The CNMV plans to approve, no later than June / July 2020, the amendment of certain recommendations of the 2015 Good Governance Code, in order for said amendment to apply to the annual corporate governance reports of listed companies for this year. The proposed amendment, presented in early 2020, was submitted to public consultation and has received comments from 45 interested parties.
The proposed amendments tentatively concern 19 of the 64 recommendations of the Good Governance Code. The most significant are the following:
- Recommendations 14 and 15: The updating of the recommendations regarding the gender diversity within the boards of directors, by raising to 40% the threshold for directors of the under-represented sex and by proposing that the board shall approve a selection policy that includes measures that encourage the company to have a significant number of female senior managers. This update has been the most objected in the public consultation, with many interested parties asking for a transitional period for the compliance with the new threshold.
- Recommendation 37: The relaxation of the composition of the executive committee, in the case of companies in which it exists, requesting only two external directors, with at least one of them being independent. It is further recommended that the committee´s secretary is that of the board of directors.
- Recommendations 39 and 42: The attribution to the audit committee the duty to supervise non-financial information, as well as to supervise the financial and non-financial risk control and management systems, therefore, its members and, especially, its chairman, shall have knowledge and experience in the field.
- Recommendations 53, 54 and 55: The unification of concepts such as “environmental, social and corporate governance aspects” or “sustainability”, which correspond to the English acronym ESG (“Environmental, Social and Governance“).

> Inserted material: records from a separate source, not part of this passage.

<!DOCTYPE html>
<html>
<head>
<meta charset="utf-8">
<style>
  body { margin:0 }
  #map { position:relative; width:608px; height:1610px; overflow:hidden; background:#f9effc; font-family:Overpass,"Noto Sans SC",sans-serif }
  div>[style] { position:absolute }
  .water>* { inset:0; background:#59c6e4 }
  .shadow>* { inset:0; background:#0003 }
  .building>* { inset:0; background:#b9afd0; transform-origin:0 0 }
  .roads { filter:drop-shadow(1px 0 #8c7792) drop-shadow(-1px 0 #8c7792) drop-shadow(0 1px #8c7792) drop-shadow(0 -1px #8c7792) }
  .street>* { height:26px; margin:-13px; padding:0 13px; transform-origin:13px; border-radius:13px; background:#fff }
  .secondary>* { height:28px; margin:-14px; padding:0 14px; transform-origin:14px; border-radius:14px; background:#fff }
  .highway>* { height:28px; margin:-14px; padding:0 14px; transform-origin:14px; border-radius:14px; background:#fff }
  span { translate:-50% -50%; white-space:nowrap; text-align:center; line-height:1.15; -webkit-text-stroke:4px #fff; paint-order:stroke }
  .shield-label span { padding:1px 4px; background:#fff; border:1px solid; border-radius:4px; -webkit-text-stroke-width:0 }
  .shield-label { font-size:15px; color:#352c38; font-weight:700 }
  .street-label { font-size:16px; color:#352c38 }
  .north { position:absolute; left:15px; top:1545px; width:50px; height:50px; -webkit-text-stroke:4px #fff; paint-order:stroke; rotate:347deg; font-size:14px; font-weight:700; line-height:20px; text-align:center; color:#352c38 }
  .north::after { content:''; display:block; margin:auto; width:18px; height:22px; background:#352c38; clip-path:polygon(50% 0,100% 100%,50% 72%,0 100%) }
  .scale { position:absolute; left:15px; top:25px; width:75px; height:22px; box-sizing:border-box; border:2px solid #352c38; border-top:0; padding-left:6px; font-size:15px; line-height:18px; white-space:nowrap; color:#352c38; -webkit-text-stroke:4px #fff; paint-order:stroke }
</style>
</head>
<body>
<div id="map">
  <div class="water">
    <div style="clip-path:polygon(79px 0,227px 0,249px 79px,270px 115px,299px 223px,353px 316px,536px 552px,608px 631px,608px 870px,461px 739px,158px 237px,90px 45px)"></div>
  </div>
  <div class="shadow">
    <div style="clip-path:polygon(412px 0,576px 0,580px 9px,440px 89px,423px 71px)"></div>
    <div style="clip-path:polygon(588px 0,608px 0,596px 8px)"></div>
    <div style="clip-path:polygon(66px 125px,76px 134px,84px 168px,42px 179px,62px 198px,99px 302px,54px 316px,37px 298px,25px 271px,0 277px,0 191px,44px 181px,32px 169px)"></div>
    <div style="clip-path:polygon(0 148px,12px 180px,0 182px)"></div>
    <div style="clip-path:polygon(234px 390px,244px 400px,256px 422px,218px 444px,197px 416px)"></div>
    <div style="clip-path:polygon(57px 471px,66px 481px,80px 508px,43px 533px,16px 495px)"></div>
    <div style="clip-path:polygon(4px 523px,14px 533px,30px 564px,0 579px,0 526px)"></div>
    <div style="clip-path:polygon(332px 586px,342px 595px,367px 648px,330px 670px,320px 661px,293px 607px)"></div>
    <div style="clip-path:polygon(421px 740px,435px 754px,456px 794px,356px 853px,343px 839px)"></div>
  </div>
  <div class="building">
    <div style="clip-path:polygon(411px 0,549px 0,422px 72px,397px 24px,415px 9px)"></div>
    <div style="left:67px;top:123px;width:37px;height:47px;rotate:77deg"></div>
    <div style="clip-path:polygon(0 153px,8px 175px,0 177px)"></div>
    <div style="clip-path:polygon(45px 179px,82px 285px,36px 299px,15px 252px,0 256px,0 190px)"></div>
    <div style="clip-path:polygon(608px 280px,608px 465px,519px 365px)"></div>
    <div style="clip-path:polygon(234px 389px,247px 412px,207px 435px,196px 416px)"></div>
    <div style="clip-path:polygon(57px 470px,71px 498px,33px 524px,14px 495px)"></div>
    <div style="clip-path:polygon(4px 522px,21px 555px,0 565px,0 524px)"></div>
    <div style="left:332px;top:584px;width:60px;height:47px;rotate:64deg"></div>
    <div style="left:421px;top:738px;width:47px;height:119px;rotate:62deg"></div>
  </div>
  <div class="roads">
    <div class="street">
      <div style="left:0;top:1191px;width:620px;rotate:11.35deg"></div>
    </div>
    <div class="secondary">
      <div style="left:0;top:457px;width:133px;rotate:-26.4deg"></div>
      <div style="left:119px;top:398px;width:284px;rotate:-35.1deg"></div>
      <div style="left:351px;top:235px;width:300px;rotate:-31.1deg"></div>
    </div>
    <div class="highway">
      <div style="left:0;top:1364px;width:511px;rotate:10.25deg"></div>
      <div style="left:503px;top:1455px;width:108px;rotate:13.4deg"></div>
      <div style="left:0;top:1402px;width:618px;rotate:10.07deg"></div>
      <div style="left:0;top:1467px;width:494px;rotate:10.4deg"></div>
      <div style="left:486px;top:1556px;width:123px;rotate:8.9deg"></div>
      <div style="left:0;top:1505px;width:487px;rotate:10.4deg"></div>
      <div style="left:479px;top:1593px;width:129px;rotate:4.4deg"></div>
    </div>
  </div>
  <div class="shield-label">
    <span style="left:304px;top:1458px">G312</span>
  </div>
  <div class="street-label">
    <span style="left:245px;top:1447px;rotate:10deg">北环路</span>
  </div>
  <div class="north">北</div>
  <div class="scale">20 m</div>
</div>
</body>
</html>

Likewise, the possibility is foreseen to assign the duties related to this matter to a specialized committee and especially dedicated to sustainability matters, composed solely by external directors, with at least two of them being independent.
- Recommendation 4: The approval of a general communication policy regarding economic-financial and corporate information through the channels deemed more appropriate (including new online media and social networks), which helps to maximize its broadcast and quality of information, as well as the correct compliance with the rules on market abuse.

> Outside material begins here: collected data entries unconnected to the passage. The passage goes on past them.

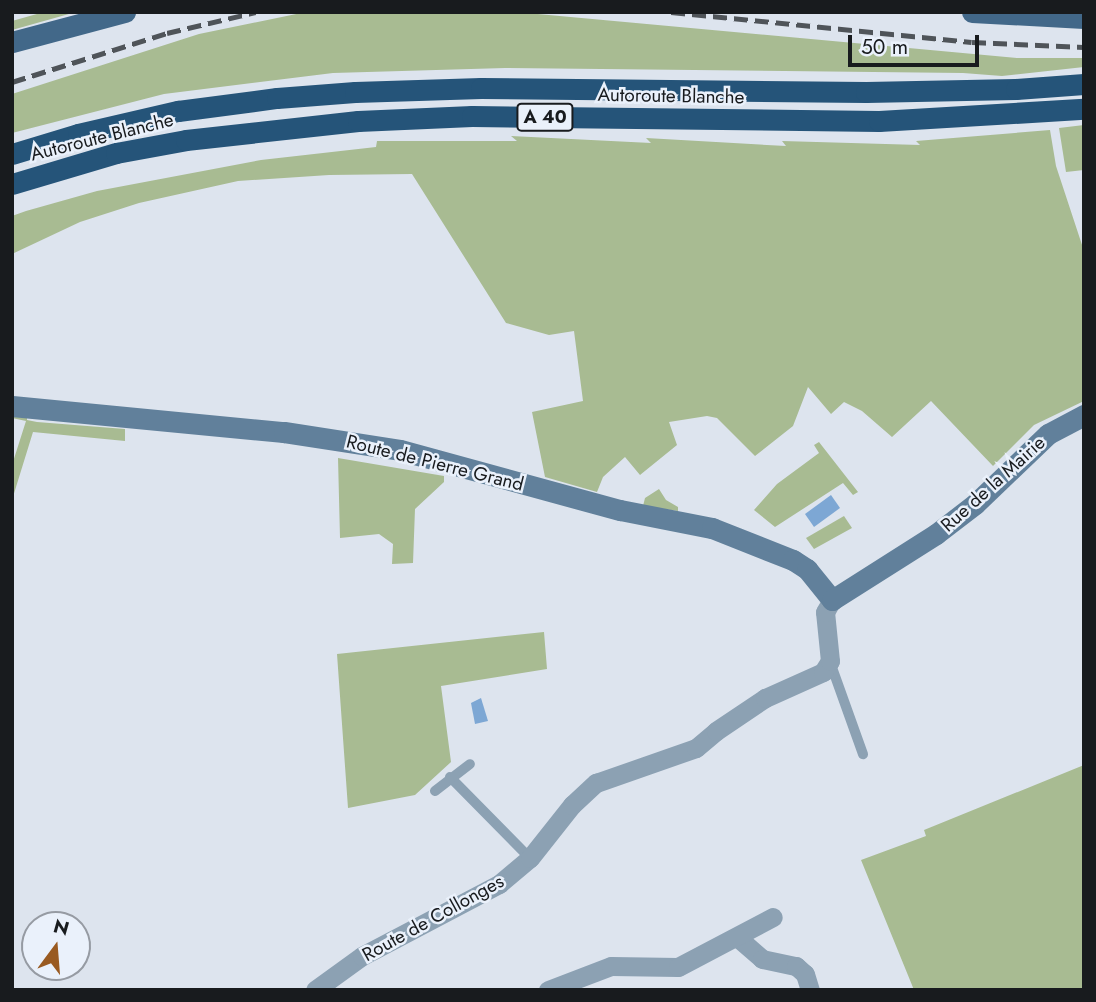 <!DOCTYPE html>
<html>
<head>
<meta charset="utf-8">
<style>
	body { margin:0 }
	#map { position:relative; width:1096px; height:1002px; overflow:hidden; background:#dde4ee; font-family:Jost,sans-serif }
	div>[style] { position:absolute }
	.green>* { inset:0; background:#a8bb92 }
	.water>* { inset:0; background:#7da7d4 }
	.lane>* { height:10px; margin:-5px; padding:0 5px; transform-origin:5px; border-radius:5px; background:#8ca1b3 }
	.street>* { height:19px; margin:-9.5px; padding:0 9.5px; transform-origin:9.5px; border-radius:9.5px; background:#8ca1b3 }
	.secondary>* { height:21px; margin:-10.5px; padding:0 10.5px; transform-origin:10.5px; border-radius:10.5px; background:#61809b }
	.primary>* { height:21px; margin:-10.5px; padding:0 10.5px; transform-origin:10.5px; border-radius:10.5px; background:#426889 }
	.highway>* { height:21px; margin:-10.5px; padding:0 10.5px; transform-origin:10.5px; border-radius:10.5px; background:#255479 }
	.rail>* { height:5px; margin-top:-2.5px; transform-origin:0; background:repeating-linear-gradient(90deg,#4f5459 0 14px,transparent 0 21px) }
	span { translate:-50% -50%; white-space:nowrap; text-align:center; line-height:1.15; -webkit-text-stroke:5px #eaf1fb; paint-order:stroke }
	.shield-label span { padding:2px 5px; background:#eaf1fb; border:2px solid; border-radius:5px; -webkit-text-stroke-width:0 }
	.shield-label { font-size:18px; color:#181b1e; font-weight:700 }
	.street-label { font-size:19px; color:#181b1e }
	.frame { position:absolute; inset:0; border:14px solid #181b1e; pointer-events:none }
	.north { position:absolute; left:21px; top:911px; width:70px; height:70px; box-sizing:border-box; background:#eaf1fb; border:2px solid #969ba3; border-radius:50%; rotate:16deg; font-size:19px; font-weight:700; line-height:28px; text-align:center; color:#181b1e }
	.north::after { content:''; display:block; margin:auto; width:24px; height:32px; background:#995a21; clip-path:polygon(50% 0,100% 100%,50% 72%,0 100%) }
	.scale { position:absolute; left:848px; top:35px; width:131px; height:32px; box-sizing:border-box; border:4px solid #181b1e; border-top:0; padding-left:9px; font-size:21px; line-height:24px; white-space:nowrap; color:#181b1e; -webkit-text-stroke:5px #eaf1fb; paint-order:stroke }
</style>
</head>
<body>
<div id="map">
	<div class="green">
		<div style="clip-path:polygon(44px 12px,76px 12px,12px 30px,12px 21px)"></div>
		<div style="clip-path:polygon(306px 12px,516px 12px,1017px 58px,1084px 58px,1084px 67px,1002px 76px,963px 73px,505px 68px,333px 73px,164px 94px,12px 133px,12px 94px,199px 34px)"></div>
		<div style="clip-path:polygon(1084px 125px,1084px 170px,1066px 172px,1059px 128px)"></div>
		<div style="clip-path:polygon(1050px 130px,1056px 166px,1084px 251px,1084px 401px,1034px 425px,993px 466px,931px 401px,892px 437px,862px 411px,844px 402px,831px 414px,808px 387px,793px 426px,755px 456px,717px 418px,707px 416px,669px 422px,677px 445px,640px 475px,625px 457px,603px 477px,597px 492px,545px 477px,532px 412px,583px 401px,574px 331px,549px 335px,506px 323px,412px 174px,329px 175px,238px 181px,139px 203px,80px 222px,12px 254px,12px 216px,26px 211px,97px 191px,261px 160px,376px 147px,377px 141px,517px 141px,511px 136px,651px 143px,646px 138px,786px 146px,782px 141px,920px 145px,916px 141px)"></div>
		<div style="clip-path:polygon(12px 414px,27px 416px,27px 420px,37px 422px,125px 429px,125px 441px,33px 432px,12px 500px,12px 465px,26px 421px,12px 418px)"></div>
		<div style="clip-path:polygon(819px 442px,858px 492px,853px 495px,843px 483px,775px 527px,754px 510px,777px 484px,819px 453px,814px 445px)"></div>
		<div style="clip-path:polygon(338px 458px,444px 476px,444px 482px,415px 509px,413px 563px,392px 564px,393px 544px,379px 534px,340px 538px)"></div>
		<div style="clip-path:polygon(659px 489px,666px 500px,678px 507px,678px 511px,643px 506px,645px 498px)"></div>
		<div style="clip-path:polygon(844px 516px,852px 528px,814px 549px,806px 538px)"></div>
		<div style="clip-path:polygon(544px 632px,547px 669px,441px 686px,451px 762px,415px 795px,348px 808px,337px 654px)"></div>
		<div style="clip-path:polygon(1084px 765px,1084px 990px,914px 990px,861px 860px,926px 836px,924px 830px)"></div>
	</div>
	<div class="water">
		<div style="clip-path:polygon(831px 495px,840px 508px,814px 527px,805px 514px)"></div>
		<div style="clip-path:polygon(481px 698px,488px 721px,475px 724px,471px 703px)"></div>
	</div>
	<div class="lane">
		<div style="left:830px;top:662px;width:98px;rotate:70.3deg"></div>
		<div style="left:450px;top:777px;width:114px;rotate:45.4deg"></div>
		<div style="left:435px;top:791px;width:44px;rotate:-37.6deg"></div>
	</div>
	<div class="street">
		<div style="left:737px;top:937px;width:33px;rotate:41deg"></div>
		<div style="left:762px;top:959px;width:35px;rotate:12deg"></div>
		<div style="left:796px;top:966px;width:12px;rotate:42deg"></div>
		<div style="left:805px;top:974px;width:17px;rotate:73deg"></div>
		<div style="left:315px;top:990px;width:58px;rotate:-35.9deg"></div>
		<div style="left:362px;top:956px;width:155px;rotate:-27.7deg"></div>
		<div style="left:499px;top:884px;width:40px;rotate:-40deg"></div>
		<div style="left:530px;top:858px;width:68px;rotate:-51.6deg"></div>
		<div style="left:572px;top:805px;width:33px;rotate:-43deg"></div>
		<div style="left:596px;top:783px;width:106px;rotate:-19.3deg"></div>
		<div style="left:696px;top:748px;width:26px;rotate:-40deg"></div>
		<div style="left:716px;top:731px;width:59px;rotate:-34deg"></div>
		<div style="left:765px;top:698px;width:64px;rotate:-24.1deg"></div>
		<div style="left:823px;top:672px;width:13px;rotate:-58deg"></div>
		<div style="left:830px;top:661px;width:49px;rotate:-95.8deg"></div>
		<div style="left:825px;top:612px;width:14px;rotate:-60deg"></div>
		<div style="left:548px;top:990px;width:67px;rotate:-20.9deg"></div>
		<div style="left:611px;top:966px;width:67px;rotate:0.9deg"></div>
		<div style="left:678px;top:967px;width:107px;rotate:-27.8deg"></div>
	</div>
	<div class="secondary">
		<div style="left:12px;top:406px;width:273px;rotate:5.5deg"></div>
		<div style="left:284px;top:432px;width:117px;rotate:8.8deg"></div>
		<div style="left:400px;top:450px;width:228px;rotate:15.3deg"></div>
		<div style="left:620px;top:510px;width:94px;rotate:11.1deg"></div>
		<div style="left:712px;top:528px;width:87px;rotate:21.6deg"></div>
		<div style="left:793px;top:560px;width:17px;rotate:33deg"></div>
		<div style="left:807px;top:569px;width:40px;rotate:51deg"></div>
		<div style="left:832px;top:600px;width:123px;rotate:-32.4deg"></div>
		<div style="left:936px;top:534px;width:49px;rotate:-37.6deg"></div>
		<div style="left:975px;top:504px;width:101px;rotate:-43.8deg"></div>
		<div style="left:1048px;top:434px;width:41px;rotate:-27.8deg"></div>
	</div>
	<div class="primary">
		<div style="left:972px;top:12px;width:112px;rotate:3.1deg"></div>
		<div style="left:12px;top:42px;width:117px;rotate:-14.9deg"></div>
	</div>
	<div class="highway">
		<div style="left:12px;top:154px;width:69px;rotate:-16.9deg"></div>
		<div style="left:78px;top:134px;width:103px;rotate:-13deg"></div>
		<div style="left:178px;top:111px;width:100px;rotate:-7.5deg"></div>
		<div style="left:277px;top:98px;width:78px;rotate:-4.4deg"></div>
		<div style="left:355px;top:92px;width:126px;rotate:-1.8deg"></div>
		<div style="left:481px;top:88px;width:385px;rotate:0.6deg"></div>
		<div style="left:866px;top:92px;width:150px;rotate:-1.1deg"></div>
		<div style="left:1016px;top:89px;width:68px;rotate:-4.2deg"></div>
		<div style="left:12px;top:184px;width:109px;rotate:-16.6deg"></div>
		<div style="left:116px;top:153px;width:71px;rotate:-10.5deg"></div>
		<div style="left:186px;top:140px;width:173px;rotate:-6.3deg"></div>
		<div style="left:358px;top:121px;width:114px;rotate:-2.5deg"></div>
		<div style="left:472px;top:116px;width:407px;rotate:0.7deg"></div>
		<div style="left:879px;top:121px;width:205px;rotate:-3.4deg"></div>
	</div>
	<div class="rail">
		<div style="left:671px;top:12px;width:302px;rotate:5.7deg"></div>
		<div style="left:972px;top:42px;width:112px;rotate:2.6deg"></div>
		<div style="left:12px;top:82px;width:163px;rotate:-17.5deg"></div>
		<div style="left:167px;top:33px;width:91px;rotate:-13.3deg"></div>
	</div>
	<div class="shield-label">
		<span style="left:545px;top:117px">A 40</span>
	</div>
	<div class="street-label">
		<span style="left:671px;top:96px;rotate:1deg">Autoroute Blanche</span>
		<span style="left:102px;top:137px;rotate:-14deg">Autoroute Blanche</span>
		<span style="left:435px;top:463px;rotate:14deg">Route de Pierre Grand</span>
		<span style="left:993px;top:484px;rotate:-42deg">Rue de la Mairie</span>
		<span style="left:433px;top:918px;rotate:-29deg">Route de Collonges</span>
	</div>
	<div class="frame"></div>
	<div class="north">N</div>
	<div class="scale">50 m</div>
</div>
</body>
</html>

- Recommendations 22 and 24: The strengthening of the control mechanisms of the directors´ actions that may affect the credit and reputation of the company. Upon the circumstances in which the internal rules of the companies must disclose, those of corruption are expressly mentioned, and it is proposed that the board should examine any situation that affects a director and may harm the credit of the company as soon as it is known (without waiting, as before, until the director is prosecuted).
In relation to the compensation of directors, the amendment would include, mainly, the following new developments:
- Recommendation 59: The deferral of the payment of all (and not only part) of the compensation components for a period of time sufficient to verify the effective compliance with the magnitudes or conditions associated with their collection.
- Recommendation 62: The implementation ─in the compensation plans referred or based on shares─ of a period of at least three years between the time the shares, options or other referenced financial instruments are granted and the time when the director can dispose of them. This recommendation aims to align the interests of the directors with the long-term interests of the companies and, therefore, the proposed amendment does not include the case of the directors who maintain an economic exposure to the shares price variation for a market value equal to an amount of at least twice their annual fixed remuneration.
- Recommendation 64: Lastly, in relation to contract termination payments (for which the current Good Governance Code recommends that they should not exceed an amount equivalent to two years of the total annual compensation) the amendment would clarify that the indemnities, the amounts of long-term savings systems that have not been previously consolidated, the indemnities for post-contractual non-competition agreements, as well as any other payment of which accrual or payment obligation arises as a consequence of the termination of the contractual relationship, shall be included.